> _Task description_
Look through the records and copy every line in which "lines" appears.

> _Extracted information_
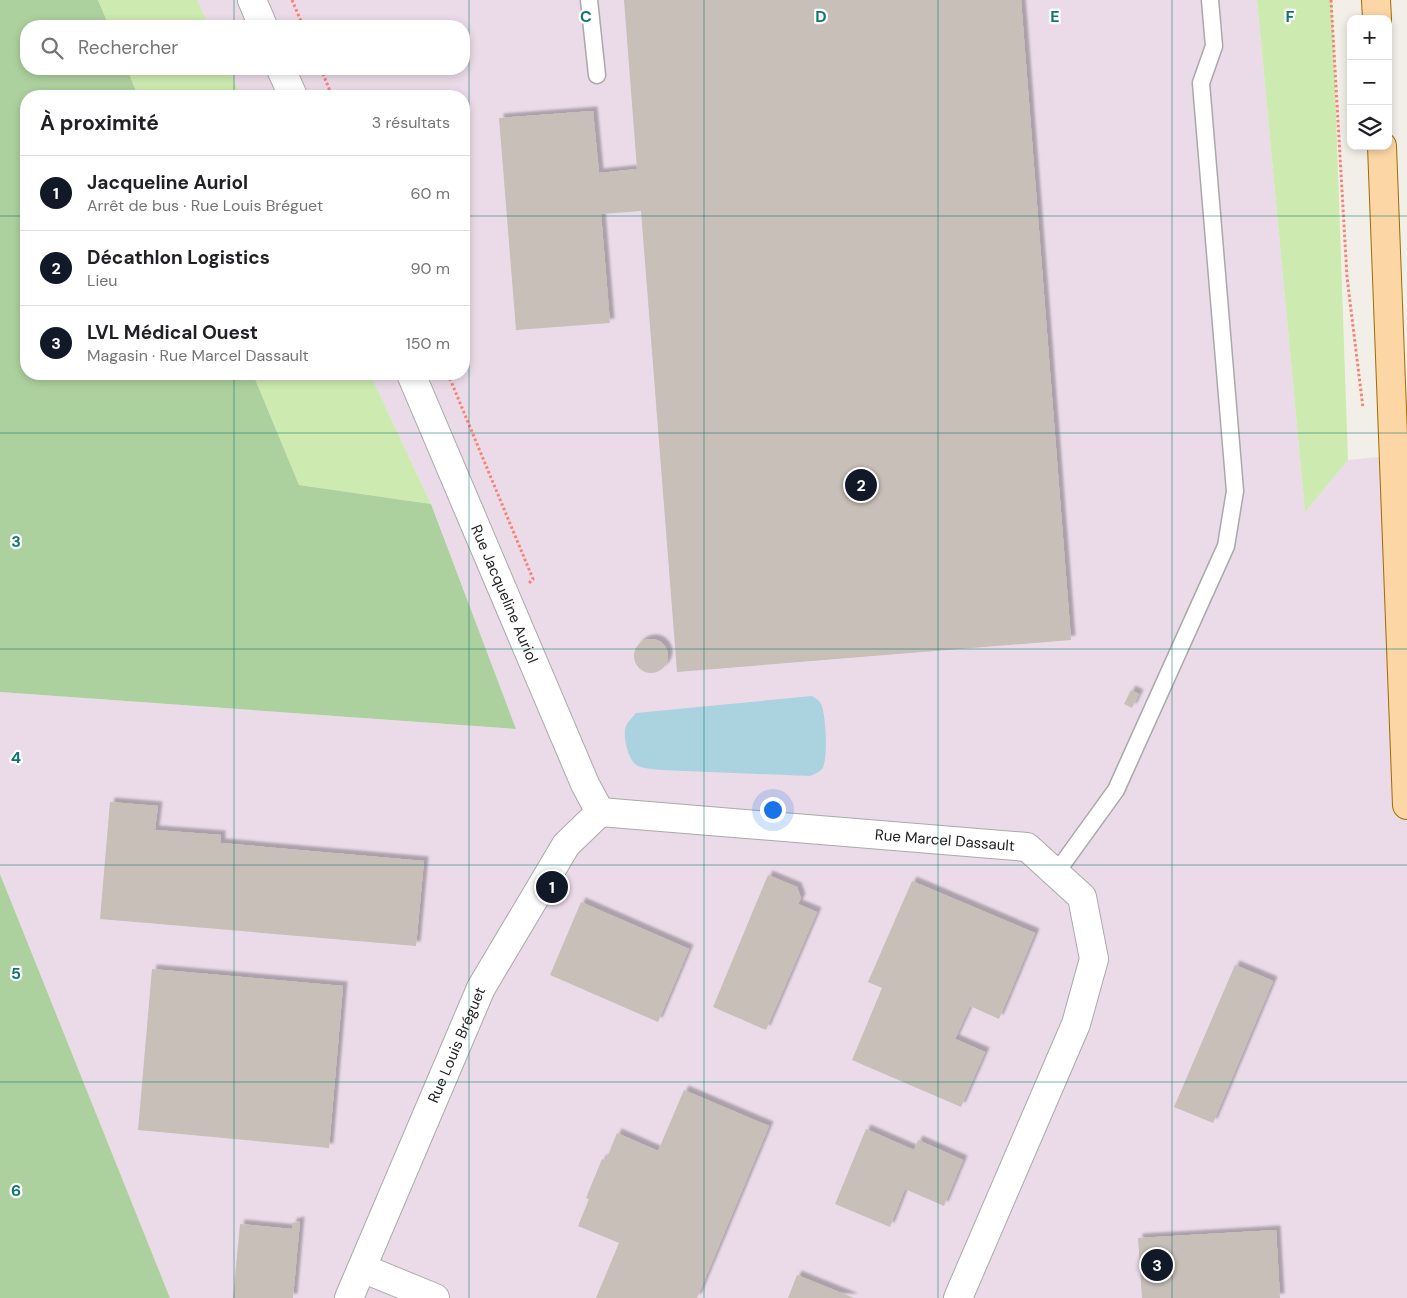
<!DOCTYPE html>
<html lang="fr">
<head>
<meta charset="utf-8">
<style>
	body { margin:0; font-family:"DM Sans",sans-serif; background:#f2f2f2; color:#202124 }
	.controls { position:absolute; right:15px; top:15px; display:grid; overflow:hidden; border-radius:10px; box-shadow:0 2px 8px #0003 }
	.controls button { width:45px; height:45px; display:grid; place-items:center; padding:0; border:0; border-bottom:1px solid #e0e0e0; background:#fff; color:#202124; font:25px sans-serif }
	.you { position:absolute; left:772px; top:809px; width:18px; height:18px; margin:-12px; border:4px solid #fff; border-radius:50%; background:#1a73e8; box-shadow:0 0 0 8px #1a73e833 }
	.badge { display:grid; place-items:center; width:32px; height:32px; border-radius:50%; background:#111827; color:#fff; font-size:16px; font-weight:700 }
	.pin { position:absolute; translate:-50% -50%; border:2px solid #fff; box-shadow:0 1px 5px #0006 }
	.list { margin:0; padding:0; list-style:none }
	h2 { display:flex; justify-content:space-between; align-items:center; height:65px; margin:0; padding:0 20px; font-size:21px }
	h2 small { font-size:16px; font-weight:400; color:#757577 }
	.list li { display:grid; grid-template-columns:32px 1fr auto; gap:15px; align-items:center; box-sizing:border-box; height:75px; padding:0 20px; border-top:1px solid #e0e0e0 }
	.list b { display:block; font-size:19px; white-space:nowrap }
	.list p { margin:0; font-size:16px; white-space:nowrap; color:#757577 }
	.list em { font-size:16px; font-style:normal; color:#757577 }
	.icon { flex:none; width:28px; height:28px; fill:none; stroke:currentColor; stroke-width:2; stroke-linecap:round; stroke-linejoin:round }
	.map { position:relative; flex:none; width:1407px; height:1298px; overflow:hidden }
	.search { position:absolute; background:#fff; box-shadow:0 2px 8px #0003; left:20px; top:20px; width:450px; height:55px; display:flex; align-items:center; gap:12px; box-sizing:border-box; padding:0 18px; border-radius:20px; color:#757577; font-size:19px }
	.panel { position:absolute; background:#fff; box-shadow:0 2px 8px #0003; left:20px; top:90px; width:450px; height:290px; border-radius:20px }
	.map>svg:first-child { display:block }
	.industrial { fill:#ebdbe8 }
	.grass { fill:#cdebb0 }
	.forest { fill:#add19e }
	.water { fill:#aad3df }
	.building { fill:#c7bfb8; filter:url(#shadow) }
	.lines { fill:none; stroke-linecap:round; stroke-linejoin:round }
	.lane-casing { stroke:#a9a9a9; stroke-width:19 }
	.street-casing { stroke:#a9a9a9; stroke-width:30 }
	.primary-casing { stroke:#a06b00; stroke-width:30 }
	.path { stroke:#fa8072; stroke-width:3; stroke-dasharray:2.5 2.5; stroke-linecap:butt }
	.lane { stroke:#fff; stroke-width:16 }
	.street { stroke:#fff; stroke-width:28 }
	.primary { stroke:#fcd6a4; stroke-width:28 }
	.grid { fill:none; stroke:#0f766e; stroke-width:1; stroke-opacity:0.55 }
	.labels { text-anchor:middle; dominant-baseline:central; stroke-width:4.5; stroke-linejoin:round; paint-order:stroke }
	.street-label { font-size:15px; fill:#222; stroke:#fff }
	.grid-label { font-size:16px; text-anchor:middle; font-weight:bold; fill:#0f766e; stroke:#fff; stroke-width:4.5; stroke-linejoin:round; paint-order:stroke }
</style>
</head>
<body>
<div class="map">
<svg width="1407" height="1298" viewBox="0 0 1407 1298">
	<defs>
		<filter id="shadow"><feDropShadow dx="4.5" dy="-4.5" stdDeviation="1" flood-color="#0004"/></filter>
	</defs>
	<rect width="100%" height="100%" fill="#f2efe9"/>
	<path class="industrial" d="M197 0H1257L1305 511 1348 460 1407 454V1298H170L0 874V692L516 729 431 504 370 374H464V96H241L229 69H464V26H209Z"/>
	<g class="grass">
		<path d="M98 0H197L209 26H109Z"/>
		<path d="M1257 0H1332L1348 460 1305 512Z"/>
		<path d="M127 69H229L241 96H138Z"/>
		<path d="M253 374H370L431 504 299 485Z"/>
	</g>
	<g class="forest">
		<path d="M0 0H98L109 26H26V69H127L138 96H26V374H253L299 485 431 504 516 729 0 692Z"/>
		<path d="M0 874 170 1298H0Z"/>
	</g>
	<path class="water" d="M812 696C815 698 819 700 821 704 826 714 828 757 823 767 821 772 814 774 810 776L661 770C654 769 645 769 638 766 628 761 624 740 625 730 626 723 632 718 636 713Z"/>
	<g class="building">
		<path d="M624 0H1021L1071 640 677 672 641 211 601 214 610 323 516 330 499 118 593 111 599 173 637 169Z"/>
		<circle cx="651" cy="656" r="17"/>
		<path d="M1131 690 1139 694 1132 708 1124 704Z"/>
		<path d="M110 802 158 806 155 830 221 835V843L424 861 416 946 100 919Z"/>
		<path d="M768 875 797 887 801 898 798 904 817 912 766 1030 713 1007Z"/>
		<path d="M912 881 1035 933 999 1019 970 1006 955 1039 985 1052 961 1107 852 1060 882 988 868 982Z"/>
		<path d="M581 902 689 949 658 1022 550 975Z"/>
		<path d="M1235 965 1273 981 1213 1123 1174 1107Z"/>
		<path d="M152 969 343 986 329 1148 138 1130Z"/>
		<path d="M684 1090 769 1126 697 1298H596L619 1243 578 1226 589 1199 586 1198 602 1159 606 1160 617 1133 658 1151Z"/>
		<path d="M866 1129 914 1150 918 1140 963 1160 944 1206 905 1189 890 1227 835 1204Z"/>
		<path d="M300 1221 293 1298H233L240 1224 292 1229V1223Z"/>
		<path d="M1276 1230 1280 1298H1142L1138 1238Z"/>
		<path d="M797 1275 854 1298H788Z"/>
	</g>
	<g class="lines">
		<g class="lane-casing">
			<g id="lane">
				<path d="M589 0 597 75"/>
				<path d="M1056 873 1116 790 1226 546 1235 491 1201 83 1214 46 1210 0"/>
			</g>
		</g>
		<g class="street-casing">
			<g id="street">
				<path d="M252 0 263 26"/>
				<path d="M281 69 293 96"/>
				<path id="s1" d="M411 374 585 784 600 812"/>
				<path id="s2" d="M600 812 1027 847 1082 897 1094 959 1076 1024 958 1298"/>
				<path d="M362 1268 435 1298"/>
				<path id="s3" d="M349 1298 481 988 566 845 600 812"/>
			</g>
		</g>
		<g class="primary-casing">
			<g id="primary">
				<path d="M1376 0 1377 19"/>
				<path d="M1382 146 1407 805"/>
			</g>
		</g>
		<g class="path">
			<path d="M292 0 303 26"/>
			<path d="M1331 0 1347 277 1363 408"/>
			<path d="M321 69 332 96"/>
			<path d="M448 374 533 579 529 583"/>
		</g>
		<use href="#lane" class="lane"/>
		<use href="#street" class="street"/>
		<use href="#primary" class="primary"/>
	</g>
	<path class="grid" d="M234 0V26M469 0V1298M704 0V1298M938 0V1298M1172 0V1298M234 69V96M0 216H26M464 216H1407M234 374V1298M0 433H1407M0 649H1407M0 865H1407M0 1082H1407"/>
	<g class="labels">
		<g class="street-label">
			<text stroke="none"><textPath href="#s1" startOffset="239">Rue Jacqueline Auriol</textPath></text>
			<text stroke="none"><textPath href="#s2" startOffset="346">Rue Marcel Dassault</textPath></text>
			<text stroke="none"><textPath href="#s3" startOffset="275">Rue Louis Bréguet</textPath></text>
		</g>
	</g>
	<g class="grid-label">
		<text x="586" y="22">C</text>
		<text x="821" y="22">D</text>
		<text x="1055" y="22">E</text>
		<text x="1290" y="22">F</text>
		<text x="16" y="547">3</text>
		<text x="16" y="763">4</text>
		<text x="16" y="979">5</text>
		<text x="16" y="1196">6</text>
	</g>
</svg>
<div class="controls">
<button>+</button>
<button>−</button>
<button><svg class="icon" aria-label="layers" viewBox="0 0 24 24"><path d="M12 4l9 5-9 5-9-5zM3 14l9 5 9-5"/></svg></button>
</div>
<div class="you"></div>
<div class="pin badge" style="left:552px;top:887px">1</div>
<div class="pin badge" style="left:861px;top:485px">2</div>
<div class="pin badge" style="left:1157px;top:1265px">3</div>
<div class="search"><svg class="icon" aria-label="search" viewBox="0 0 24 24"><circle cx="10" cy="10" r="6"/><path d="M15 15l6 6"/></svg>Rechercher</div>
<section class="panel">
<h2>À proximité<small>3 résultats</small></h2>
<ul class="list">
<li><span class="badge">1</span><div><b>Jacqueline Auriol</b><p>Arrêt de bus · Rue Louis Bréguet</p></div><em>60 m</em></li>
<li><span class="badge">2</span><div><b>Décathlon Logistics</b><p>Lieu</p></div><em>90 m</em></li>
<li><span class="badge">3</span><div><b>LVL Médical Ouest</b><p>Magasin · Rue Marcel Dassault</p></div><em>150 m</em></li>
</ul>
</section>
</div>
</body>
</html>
--
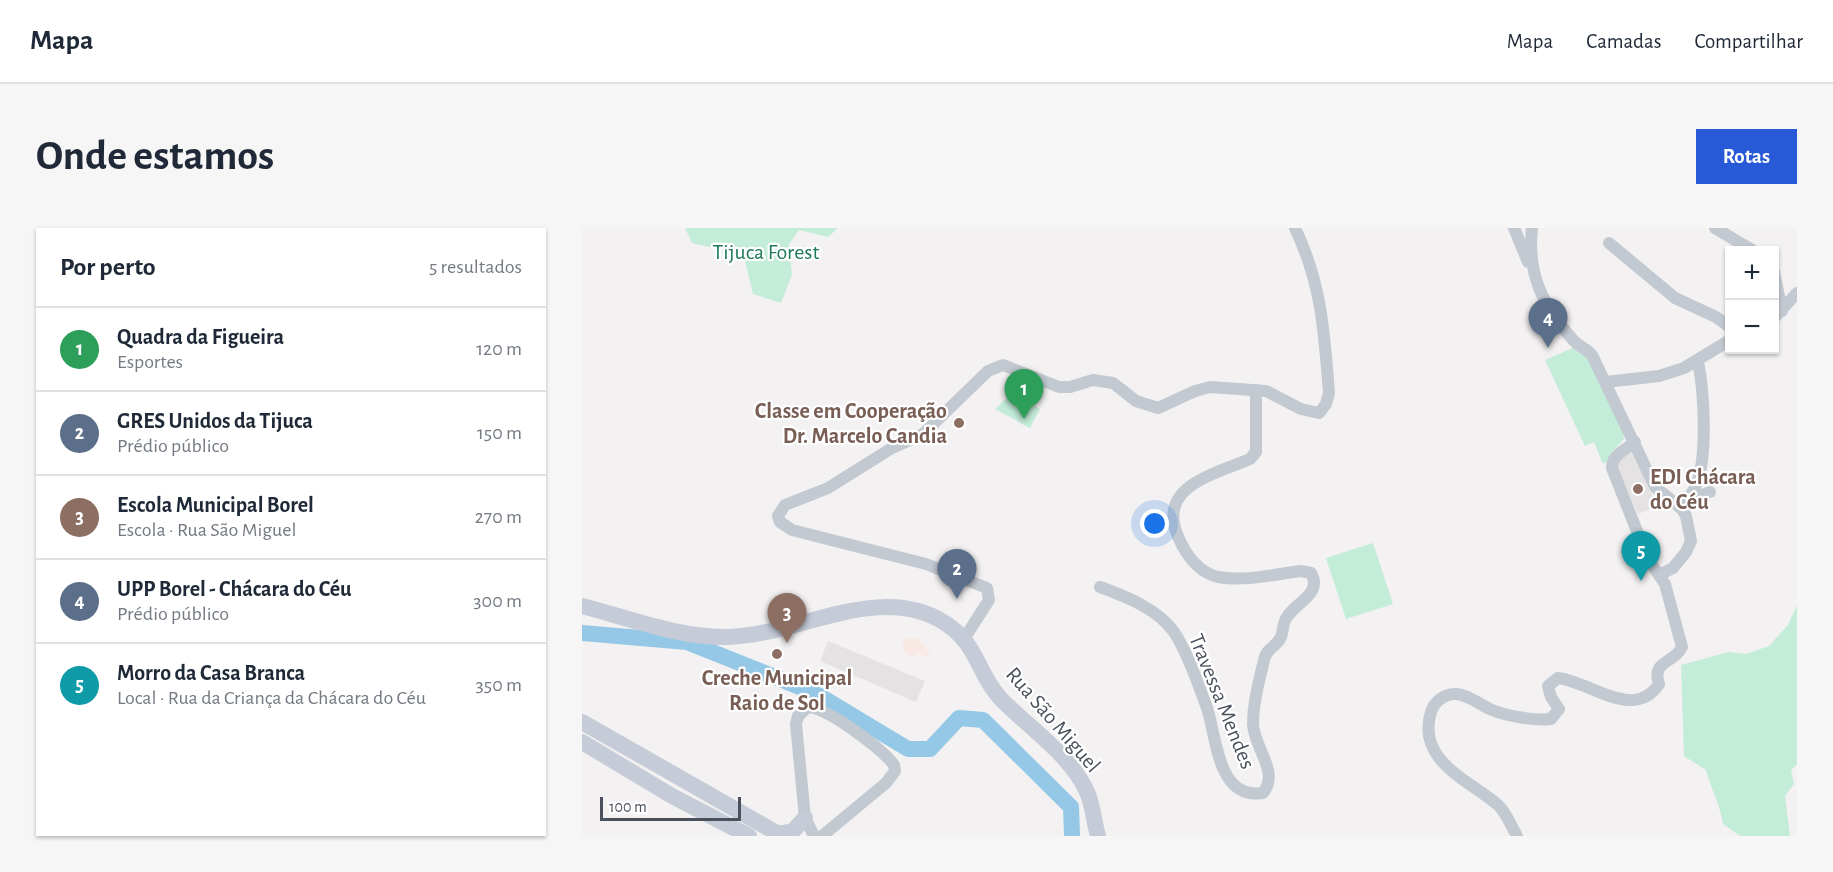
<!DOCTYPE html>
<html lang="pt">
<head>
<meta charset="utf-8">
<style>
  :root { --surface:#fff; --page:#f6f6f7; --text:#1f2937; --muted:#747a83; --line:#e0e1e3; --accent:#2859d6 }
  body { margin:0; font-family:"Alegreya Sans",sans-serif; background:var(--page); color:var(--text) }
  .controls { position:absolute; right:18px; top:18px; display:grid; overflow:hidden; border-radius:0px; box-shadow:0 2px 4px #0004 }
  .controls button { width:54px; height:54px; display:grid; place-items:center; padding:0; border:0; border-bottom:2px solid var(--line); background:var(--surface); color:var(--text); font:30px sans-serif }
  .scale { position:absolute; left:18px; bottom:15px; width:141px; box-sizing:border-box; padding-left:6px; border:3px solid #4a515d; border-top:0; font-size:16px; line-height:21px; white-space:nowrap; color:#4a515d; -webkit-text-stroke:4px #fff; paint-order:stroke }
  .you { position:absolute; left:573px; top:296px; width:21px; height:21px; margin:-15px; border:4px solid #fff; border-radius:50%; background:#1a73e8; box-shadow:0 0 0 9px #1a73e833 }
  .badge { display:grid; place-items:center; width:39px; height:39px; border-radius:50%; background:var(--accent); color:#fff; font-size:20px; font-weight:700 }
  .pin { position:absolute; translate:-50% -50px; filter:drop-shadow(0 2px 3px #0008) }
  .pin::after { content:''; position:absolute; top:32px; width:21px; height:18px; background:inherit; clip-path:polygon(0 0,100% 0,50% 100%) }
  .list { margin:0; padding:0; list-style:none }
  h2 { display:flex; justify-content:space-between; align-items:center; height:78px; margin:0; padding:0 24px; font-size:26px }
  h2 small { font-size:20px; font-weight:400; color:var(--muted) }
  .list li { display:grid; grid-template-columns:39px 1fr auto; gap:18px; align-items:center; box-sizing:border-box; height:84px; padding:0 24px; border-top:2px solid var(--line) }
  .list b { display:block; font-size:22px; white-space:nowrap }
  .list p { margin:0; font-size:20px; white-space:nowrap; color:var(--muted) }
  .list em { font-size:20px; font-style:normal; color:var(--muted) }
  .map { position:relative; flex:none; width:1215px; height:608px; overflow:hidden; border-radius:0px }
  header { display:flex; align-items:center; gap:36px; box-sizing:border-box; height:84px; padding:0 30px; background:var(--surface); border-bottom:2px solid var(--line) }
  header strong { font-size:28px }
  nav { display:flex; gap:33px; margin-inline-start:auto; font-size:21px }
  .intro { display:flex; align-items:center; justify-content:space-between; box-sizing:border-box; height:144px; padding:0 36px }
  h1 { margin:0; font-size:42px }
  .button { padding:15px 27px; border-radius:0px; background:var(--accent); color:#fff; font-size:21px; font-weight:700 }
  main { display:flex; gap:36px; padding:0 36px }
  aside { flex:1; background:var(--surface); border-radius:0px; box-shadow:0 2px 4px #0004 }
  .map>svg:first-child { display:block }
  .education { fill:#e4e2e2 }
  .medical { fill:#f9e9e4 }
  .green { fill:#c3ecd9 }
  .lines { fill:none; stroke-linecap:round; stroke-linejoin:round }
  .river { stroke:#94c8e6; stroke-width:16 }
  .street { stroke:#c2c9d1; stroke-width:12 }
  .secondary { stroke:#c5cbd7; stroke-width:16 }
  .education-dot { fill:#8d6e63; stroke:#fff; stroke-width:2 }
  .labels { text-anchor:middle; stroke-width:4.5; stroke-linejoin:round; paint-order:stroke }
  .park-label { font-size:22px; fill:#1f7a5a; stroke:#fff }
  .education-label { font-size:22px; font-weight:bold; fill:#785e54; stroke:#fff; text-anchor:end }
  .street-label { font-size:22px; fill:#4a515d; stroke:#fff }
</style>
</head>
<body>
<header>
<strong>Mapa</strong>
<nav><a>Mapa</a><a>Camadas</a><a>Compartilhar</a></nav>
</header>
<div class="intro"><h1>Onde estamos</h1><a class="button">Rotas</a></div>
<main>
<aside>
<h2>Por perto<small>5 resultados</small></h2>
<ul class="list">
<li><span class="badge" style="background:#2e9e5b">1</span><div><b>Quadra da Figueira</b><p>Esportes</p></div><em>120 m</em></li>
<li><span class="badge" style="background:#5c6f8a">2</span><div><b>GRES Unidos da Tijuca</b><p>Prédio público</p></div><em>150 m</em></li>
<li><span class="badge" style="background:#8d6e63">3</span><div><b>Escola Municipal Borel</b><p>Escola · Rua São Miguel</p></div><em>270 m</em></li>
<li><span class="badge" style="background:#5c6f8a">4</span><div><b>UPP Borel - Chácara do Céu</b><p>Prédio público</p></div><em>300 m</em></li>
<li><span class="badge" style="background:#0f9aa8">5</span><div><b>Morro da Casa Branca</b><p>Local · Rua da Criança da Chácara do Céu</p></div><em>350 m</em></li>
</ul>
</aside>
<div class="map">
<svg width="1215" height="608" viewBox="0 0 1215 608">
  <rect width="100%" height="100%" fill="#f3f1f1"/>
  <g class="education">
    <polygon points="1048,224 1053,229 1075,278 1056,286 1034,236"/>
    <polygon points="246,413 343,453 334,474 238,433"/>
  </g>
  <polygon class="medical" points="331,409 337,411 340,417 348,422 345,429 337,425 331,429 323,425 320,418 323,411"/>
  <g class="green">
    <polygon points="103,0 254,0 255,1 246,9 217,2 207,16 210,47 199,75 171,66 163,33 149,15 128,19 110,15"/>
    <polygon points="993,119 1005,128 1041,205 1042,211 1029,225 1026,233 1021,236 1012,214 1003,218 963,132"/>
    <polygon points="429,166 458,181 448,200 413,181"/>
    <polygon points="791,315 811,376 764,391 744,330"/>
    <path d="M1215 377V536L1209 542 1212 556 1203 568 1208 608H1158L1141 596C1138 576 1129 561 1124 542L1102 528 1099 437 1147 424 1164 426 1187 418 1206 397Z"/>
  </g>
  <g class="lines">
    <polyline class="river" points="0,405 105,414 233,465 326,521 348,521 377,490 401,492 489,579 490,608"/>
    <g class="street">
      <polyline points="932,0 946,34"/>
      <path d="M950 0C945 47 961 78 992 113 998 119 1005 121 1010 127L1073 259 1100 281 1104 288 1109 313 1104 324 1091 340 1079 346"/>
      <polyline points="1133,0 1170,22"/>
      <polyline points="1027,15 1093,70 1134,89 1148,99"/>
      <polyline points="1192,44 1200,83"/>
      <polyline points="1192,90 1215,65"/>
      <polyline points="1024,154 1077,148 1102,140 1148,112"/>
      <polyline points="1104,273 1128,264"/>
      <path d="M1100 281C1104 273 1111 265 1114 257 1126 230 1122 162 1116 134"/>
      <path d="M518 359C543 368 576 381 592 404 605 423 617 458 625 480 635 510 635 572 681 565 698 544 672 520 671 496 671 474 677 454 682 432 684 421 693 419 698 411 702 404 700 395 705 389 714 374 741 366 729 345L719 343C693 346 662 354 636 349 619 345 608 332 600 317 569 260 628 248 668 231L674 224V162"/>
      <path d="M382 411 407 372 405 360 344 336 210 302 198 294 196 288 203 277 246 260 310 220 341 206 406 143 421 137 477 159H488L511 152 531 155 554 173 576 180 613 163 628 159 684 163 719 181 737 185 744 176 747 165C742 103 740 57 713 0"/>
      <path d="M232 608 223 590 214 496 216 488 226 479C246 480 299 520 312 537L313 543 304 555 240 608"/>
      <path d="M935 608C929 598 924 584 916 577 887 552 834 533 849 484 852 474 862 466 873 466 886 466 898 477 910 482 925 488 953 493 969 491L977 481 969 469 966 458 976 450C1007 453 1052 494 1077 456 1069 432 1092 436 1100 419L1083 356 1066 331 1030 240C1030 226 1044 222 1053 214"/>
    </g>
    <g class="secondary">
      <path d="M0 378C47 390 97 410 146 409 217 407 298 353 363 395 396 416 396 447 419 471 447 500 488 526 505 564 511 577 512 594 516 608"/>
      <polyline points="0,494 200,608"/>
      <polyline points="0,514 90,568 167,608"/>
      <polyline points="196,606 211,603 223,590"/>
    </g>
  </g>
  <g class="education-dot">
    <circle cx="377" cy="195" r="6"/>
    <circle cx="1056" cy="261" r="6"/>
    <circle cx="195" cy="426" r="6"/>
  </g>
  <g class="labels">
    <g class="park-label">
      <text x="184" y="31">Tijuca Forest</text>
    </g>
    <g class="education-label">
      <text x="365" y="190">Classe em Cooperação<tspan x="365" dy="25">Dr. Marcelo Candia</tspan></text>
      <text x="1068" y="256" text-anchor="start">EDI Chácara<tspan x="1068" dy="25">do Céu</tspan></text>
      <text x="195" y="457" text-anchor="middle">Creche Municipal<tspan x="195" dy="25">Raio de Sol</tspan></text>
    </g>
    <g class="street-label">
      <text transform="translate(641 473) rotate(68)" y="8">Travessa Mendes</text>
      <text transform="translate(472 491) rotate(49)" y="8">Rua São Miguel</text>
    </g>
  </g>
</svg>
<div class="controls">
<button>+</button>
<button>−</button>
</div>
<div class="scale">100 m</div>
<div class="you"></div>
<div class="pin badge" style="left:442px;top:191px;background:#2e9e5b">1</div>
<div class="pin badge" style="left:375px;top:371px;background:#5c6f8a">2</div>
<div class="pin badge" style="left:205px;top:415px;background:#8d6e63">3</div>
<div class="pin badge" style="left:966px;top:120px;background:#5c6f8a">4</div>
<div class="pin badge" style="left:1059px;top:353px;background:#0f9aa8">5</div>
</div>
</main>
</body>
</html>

> _Completed task_
	.lines { fill:none; stroke-linecap:round; stroke-linejoin:round }
	<g class="lines">
  .lines { fill:none; stroke-linecap:round; stroke-linejoin:round }
  <g class="lines">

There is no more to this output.